Isovaleric acidemia (IVA) is an inborn error of branched chain amino acid metabolism that may manifest as acute neonatal metabolic acidosis or as chronic intermittent form with developmental delay or recurrent episodes of acute metabolic acidosis. Early diagnosis is the key to prevent morbidity and mortality. Brain imaging abnormalities are rarely described in IVA. We report a case of chronic intermittent IVA with acute presentation in a 4-month-old infant who presented with acute metabolic acidosis. Brain magnetic resonance imaging (MRI) revealed symmetric signal intensity changes in bilateral lentiform nuclei with an unreported T1-weighted (T1W) symmetric hyperintense ring-like appearance in bilateral putamen.

Keywords: Basal ganglia; inborn error of metabolism; isovaleric academia; magnetic resonance imaging

How to cite this article:
Wani NA, Qureshi UA, Jehangir M, Ahmad K, Hussain Z. Atypical MR lenticular signal change in infantile isovaleric acidemia. Indian J Radiol Imaging 2016;26:131-4

How to cite this URL:
Wani NA, Qureshi UA, Jehangir M, Ahmad K, Hussain Z. Atypical MR lenticular signal change in infantile isovaleric acidemia.

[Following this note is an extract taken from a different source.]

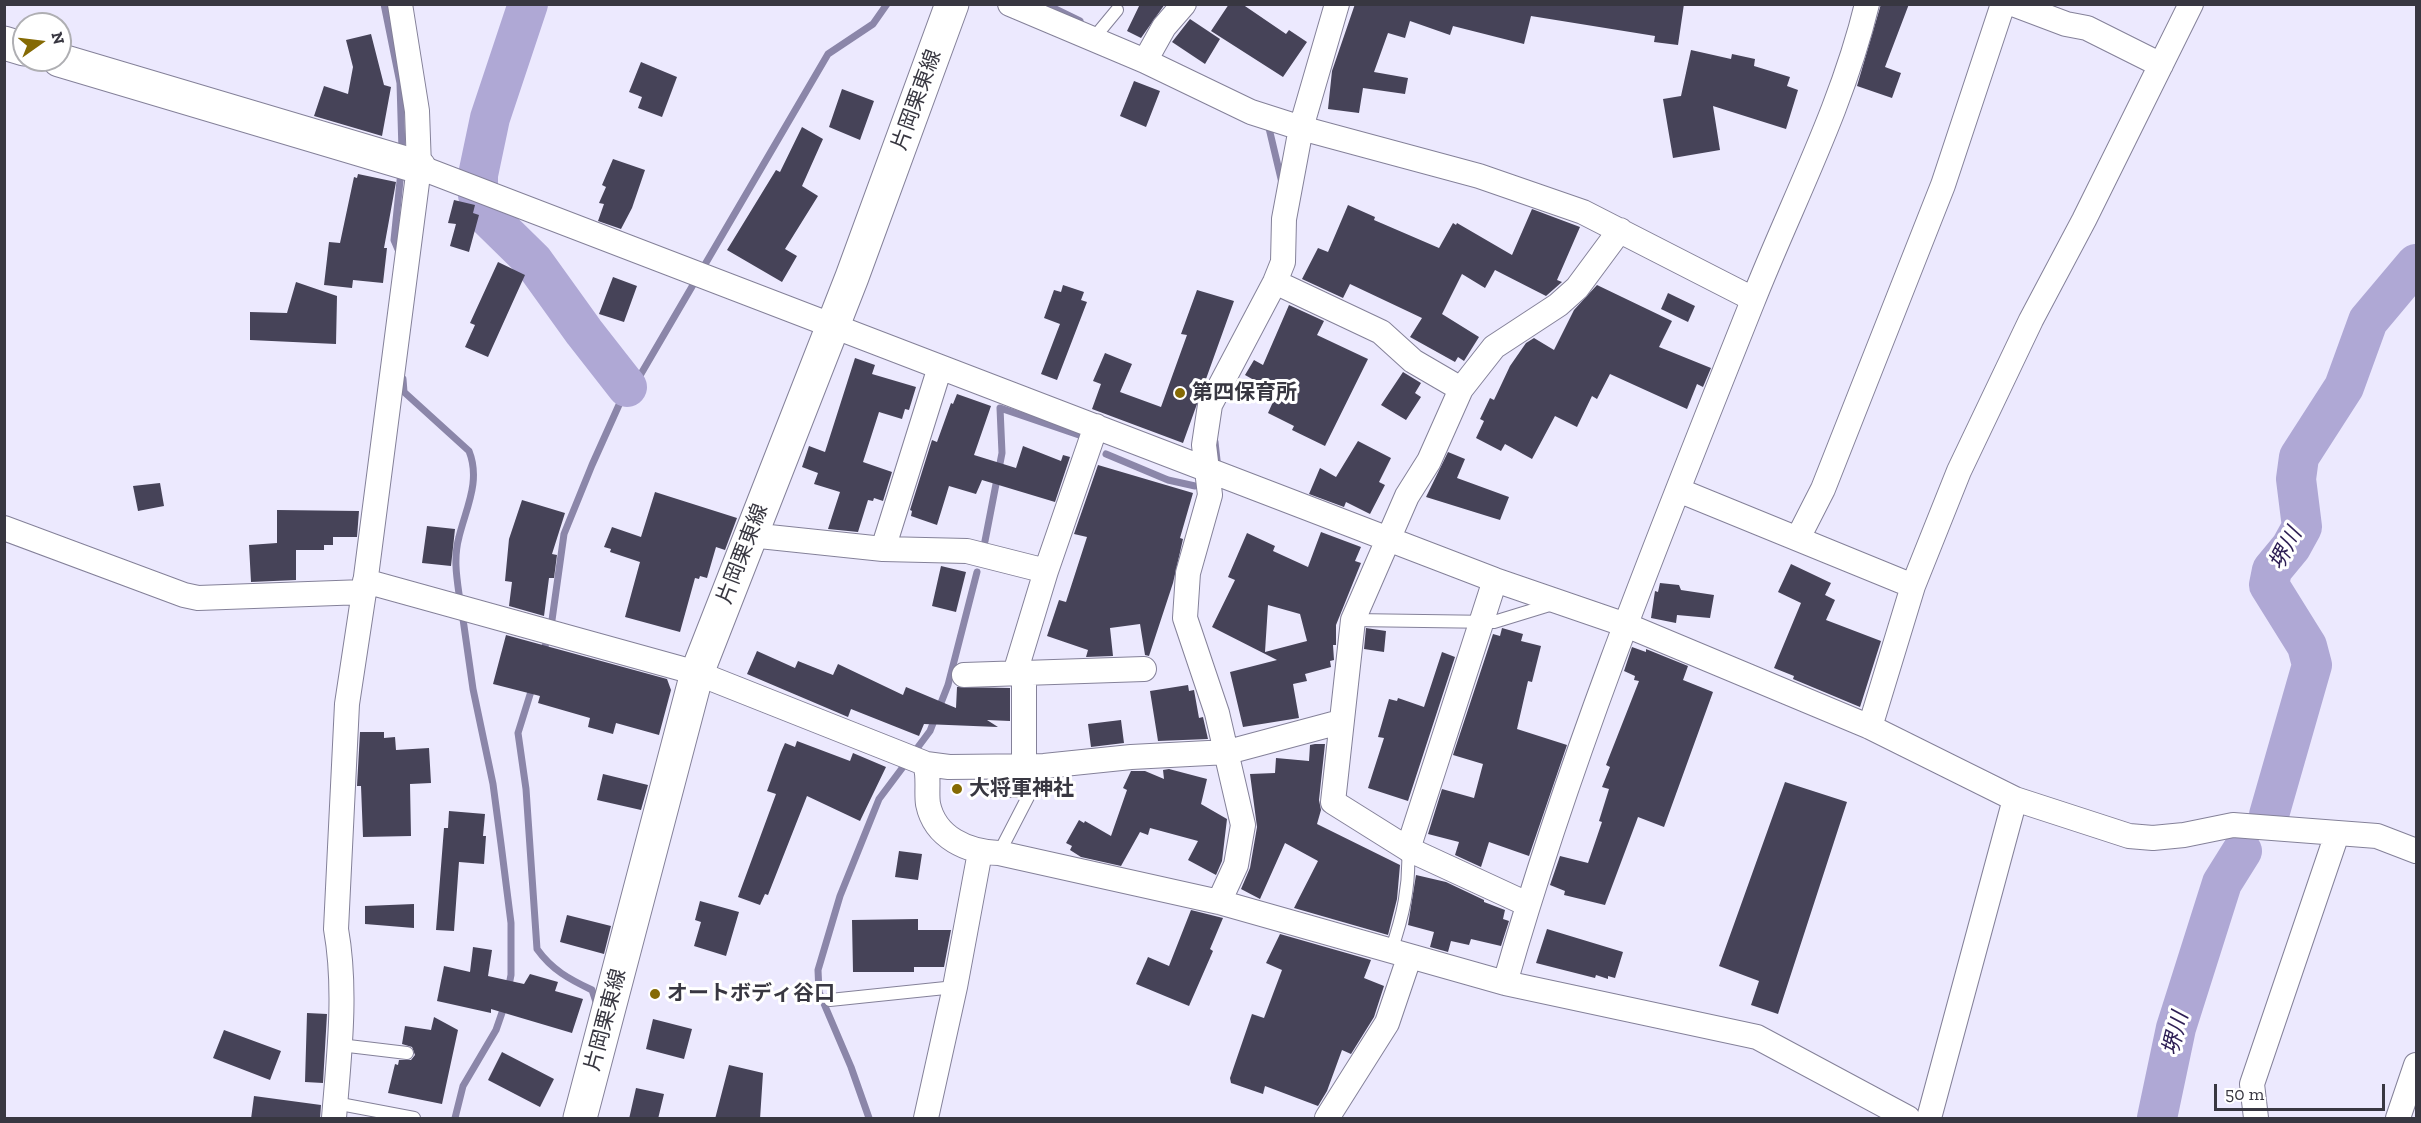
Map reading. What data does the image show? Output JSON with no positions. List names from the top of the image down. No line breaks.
{"streets":{"main road":["片岡栗東線"]},"water":["堺川"],"places":["第四保育所","大将軍神社","オートボディ谷口"],"scale_bar":"50 m","north":"right"}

Indian J Radiol Imaging [serial online] 2016 [cited 2021 Jan 22];26:131-4. Available from:

   Introduction Top

Isovaleric acidemia (IVA) is an inherited autosomal recessive metabolic disease caused by a defect in the metabolism of amino acid leucine. [1] The disease may present as metabolically severe form in the initial 2 weeks of life with acute onset vomiting and lethargy, progressing to coma. The other manifestation may be a metabolically mild form of failure to thrive and/or delayed development/mental retardation. [2] These patients as well as those who survive acute illness may develop acute intercurrent episodes of decompensation with stressors like infection, immunization, or fasting. Diagnosis is made by identifying elevated levels of isovaleric acid and its derivatives and their glycine and carnitine conjugates in plasma and urine of patients. Free isovaleric acid may increase several hundredfold in blood during acute decompensation, but is not readily seen in blood and urine as it is conjugated rapidly. Elevated levels of isovalerylcarnitine in blood and isovalerylglycine in urine are the hallmarks of this disease regardless of the metabolic condition. [2] Other methods of diagnosis based on isovaleryl CoA dehydrogenase (IVD) enzyme activity in the body cells and identifying DNA changes in the gene encoding IVD can confirm the disease. [1],[2],[3],[4] Brain imaging abnormalities in IVA have rarely been described. We report the magnetic resonance imaging (MRI) findings in a case of IVA seen as hyperintense signal intensity in basal ganglia on T1- and T2-weighted images.

   Case Report Top

A breastfed 4-month-old female presented to our emergency room with decreased feeding, a generalized clonic seizure, lethargy, and acidotic breathing for 3 h. A product of third-degree consanguinity, she was born by term normal delivery with no significant perinatal event. Past history was significant for reflux and constipation. She had received immunization 1 week prior to illness. There were no sibling deaths. Her development was consistent with age. At admission, she had a vacant stare with a Glasgow Coma Score (GCS) of 7. Her heart rate was 120/min, respiratory rate 66/min, capillary refill time 2 s, and temperature 97.8°F. On anthropometric assessment, she was found to have failure to thrive with a weight of 3.8 kg, length 59 cm, upper segment/lower segment ratio 1.7:1, and head circumference 40 cm. Anterior fontanelle was at normal level. Blood sugar was 213 mg/dl. Complete blood counts, renal function and liver function tests were within normal limits. C-reactive protein was negative. Arterial blood gases were consistent with high anion gap severe metabolic acidosis (pH = 6.8, HCO3 = 3 mEq/l, pCO2 = 16 mmHg, anion gap = 26). Serum chemistry showed a calcium level of 8.5 mEq/l, phosphorus 3.2 mg/dl, sodium 137 mmol/l, and potassium level of 4.5 mmol/l. Serum lactate was 3 mmol/l; hyperammonemia was not documented. Urine was 3 + for ketones on dipstick. Cerebrospinal fluid examination was normal. Patient was dilantinised and started on maintenance intravenous fluids containing dextrose 10% and antibiotics pending cultures which turned out to be sterile. After correction of metabolic acidosis with intravenous sodium bicarbonate, breathing and sensorium improved. Examination of CNS showed rigidity of all limbs with decreased movement of lower limbs, which improved over a period of time in the hospital. Rest of the systemic examination was unremarkable.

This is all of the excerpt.